The roughly 7,000-acre ranch that the two of us own and operate by ourselves, is a part of who we are. We love to see the land improve over the years with hard work and utilizing the cattle to restore the range. We feel very privileged to be able to make a living here and we strive to improve the land to its highest potential .
To achieve our goal, we manage the ranch holistically. Since we bought and moved on to this ranch in 2004, we have been working hard to strengthen the ecological condition of the ranch, restoring the watersheds and removing infestation of invasive species.
Ranching in the arid south-west presents its challenges, the main one being the lack of water availability. Our wells are weak and produce marginal amounts of water. In order to provide sufficient water throughout the ranch, we had to install necessary infrastructure; many miles of buried water pipelines distribute the water from several wells to numerous 10,000 to 30,000 gallon capacity water storage tanks and to drinking troughs. The water availability benefits both our livestock as well as the wildlife that co-exist with us on the ranch (antelope, deer, turkey, road runners, coyotes, bobcats, occasional mountain lion and elk, and many more).
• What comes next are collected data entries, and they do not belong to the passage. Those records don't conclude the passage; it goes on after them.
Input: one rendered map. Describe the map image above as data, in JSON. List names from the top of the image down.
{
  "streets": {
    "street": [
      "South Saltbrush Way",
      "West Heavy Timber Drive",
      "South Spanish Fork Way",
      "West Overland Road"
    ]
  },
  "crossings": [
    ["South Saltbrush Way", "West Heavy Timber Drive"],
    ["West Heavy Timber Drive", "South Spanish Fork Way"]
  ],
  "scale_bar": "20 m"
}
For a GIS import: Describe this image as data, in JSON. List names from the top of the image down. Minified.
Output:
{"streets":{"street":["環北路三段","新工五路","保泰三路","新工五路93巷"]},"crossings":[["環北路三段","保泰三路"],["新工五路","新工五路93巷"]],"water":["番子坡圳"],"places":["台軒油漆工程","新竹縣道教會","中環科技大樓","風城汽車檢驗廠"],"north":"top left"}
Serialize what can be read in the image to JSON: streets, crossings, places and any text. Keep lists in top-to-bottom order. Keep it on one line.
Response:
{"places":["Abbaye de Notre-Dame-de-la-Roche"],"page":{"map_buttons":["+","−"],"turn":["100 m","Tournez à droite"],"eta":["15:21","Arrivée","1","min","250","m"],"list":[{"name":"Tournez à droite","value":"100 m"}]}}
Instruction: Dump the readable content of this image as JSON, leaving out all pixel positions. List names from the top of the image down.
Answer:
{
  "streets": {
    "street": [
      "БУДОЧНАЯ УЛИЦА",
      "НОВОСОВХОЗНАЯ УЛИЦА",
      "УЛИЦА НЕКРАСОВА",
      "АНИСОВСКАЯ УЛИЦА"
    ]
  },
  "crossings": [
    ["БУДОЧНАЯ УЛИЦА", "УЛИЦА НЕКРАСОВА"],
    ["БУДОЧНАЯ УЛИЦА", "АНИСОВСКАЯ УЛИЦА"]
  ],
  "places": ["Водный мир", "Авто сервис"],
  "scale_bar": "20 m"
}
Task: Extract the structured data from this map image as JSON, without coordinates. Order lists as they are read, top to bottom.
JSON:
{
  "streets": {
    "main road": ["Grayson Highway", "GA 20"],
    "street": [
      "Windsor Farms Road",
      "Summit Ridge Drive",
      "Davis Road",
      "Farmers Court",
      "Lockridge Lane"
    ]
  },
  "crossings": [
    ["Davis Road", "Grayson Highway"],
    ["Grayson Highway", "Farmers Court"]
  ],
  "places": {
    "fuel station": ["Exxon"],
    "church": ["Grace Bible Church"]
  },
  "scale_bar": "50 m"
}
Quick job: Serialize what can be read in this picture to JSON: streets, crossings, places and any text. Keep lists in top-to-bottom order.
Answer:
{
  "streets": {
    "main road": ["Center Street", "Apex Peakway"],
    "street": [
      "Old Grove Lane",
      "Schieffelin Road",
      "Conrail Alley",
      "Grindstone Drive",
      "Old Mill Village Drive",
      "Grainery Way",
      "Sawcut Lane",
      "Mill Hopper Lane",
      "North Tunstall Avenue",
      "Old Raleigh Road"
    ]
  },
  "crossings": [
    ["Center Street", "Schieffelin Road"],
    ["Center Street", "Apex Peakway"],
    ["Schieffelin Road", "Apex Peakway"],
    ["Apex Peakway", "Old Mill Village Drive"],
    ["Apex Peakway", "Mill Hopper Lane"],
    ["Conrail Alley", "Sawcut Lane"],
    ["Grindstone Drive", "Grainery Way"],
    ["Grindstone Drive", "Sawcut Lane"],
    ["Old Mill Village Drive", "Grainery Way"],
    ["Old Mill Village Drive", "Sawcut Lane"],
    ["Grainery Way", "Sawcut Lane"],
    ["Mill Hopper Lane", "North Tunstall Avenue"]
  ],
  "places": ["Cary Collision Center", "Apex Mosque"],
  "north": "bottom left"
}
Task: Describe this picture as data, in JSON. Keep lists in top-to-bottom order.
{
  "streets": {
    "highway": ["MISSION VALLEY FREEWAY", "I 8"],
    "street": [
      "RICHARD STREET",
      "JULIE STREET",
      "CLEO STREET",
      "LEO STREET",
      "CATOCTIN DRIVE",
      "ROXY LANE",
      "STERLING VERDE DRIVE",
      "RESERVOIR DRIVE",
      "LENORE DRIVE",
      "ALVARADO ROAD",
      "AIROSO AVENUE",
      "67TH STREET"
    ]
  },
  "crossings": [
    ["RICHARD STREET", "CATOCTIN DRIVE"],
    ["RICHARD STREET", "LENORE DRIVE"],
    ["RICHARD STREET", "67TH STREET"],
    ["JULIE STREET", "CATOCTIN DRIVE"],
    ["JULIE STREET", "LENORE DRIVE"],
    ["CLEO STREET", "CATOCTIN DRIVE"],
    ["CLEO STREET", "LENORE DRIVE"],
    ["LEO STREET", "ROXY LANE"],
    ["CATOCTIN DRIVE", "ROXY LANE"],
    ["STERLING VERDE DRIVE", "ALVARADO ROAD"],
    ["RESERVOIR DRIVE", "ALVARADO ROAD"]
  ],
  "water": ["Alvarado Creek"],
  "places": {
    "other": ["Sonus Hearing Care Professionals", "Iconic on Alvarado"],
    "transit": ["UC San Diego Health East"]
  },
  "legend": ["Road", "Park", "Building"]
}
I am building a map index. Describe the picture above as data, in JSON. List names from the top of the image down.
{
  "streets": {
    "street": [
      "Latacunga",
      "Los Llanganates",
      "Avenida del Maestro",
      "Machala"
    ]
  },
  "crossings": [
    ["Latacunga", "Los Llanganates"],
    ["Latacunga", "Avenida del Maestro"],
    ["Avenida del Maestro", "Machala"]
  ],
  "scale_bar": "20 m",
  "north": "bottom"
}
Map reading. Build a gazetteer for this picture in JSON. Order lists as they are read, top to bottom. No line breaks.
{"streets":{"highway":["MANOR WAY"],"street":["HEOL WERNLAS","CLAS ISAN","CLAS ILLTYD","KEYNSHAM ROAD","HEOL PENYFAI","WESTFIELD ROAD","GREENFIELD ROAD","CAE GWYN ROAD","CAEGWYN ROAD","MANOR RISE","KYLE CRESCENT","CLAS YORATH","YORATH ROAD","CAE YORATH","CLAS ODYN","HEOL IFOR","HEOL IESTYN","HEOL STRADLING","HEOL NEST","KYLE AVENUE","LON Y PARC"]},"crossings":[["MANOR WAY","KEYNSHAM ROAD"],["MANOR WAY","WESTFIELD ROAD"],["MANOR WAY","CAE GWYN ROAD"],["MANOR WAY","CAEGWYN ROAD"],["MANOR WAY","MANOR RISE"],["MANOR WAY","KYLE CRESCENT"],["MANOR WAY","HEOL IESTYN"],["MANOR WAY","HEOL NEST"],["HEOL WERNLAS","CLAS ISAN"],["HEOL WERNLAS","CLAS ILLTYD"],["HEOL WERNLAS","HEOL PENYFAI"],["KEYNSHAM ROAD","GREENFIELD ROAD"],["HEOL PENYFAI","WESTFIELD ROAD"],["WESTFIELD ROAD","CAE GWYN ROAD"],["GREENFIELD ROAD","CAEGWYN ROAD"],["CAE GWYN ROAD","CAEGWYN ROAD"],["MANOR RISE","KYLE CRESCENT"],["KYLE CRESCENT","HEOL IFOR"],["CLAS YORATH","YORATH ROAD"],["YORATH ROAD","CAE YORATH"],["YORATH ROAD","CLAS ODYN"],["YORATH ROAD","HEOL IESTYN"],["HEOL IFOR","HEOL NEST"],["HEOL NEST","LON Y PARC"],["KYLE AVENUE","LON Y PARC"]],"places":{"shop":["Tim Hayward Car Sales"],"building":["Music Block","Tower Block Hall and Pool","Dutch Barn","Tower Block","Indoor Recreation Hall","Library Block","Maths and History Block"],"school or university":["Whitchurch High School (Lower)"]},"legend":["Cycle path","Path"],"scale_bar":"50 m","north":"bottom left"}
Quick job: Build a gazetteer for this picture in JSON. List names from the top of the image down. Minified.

We use solar power to move water from the wells to various areas on this 7,000-acre ranch. When not gravity flowing, pumps sitting inside the large water storage tanks push the water into the line that connects to all other pipelines on the ranch. We can thus push water from any well or water storage tank on the ranch to any other area in need of water.
The removal of invasive species such as water-hogging mesquite and juniper/cedar, in combination with the rotational grazing planning, has show that the static water level in our wells is increasing as the grasses grow back and allow rain water to infiltrate into the ground instead of running off.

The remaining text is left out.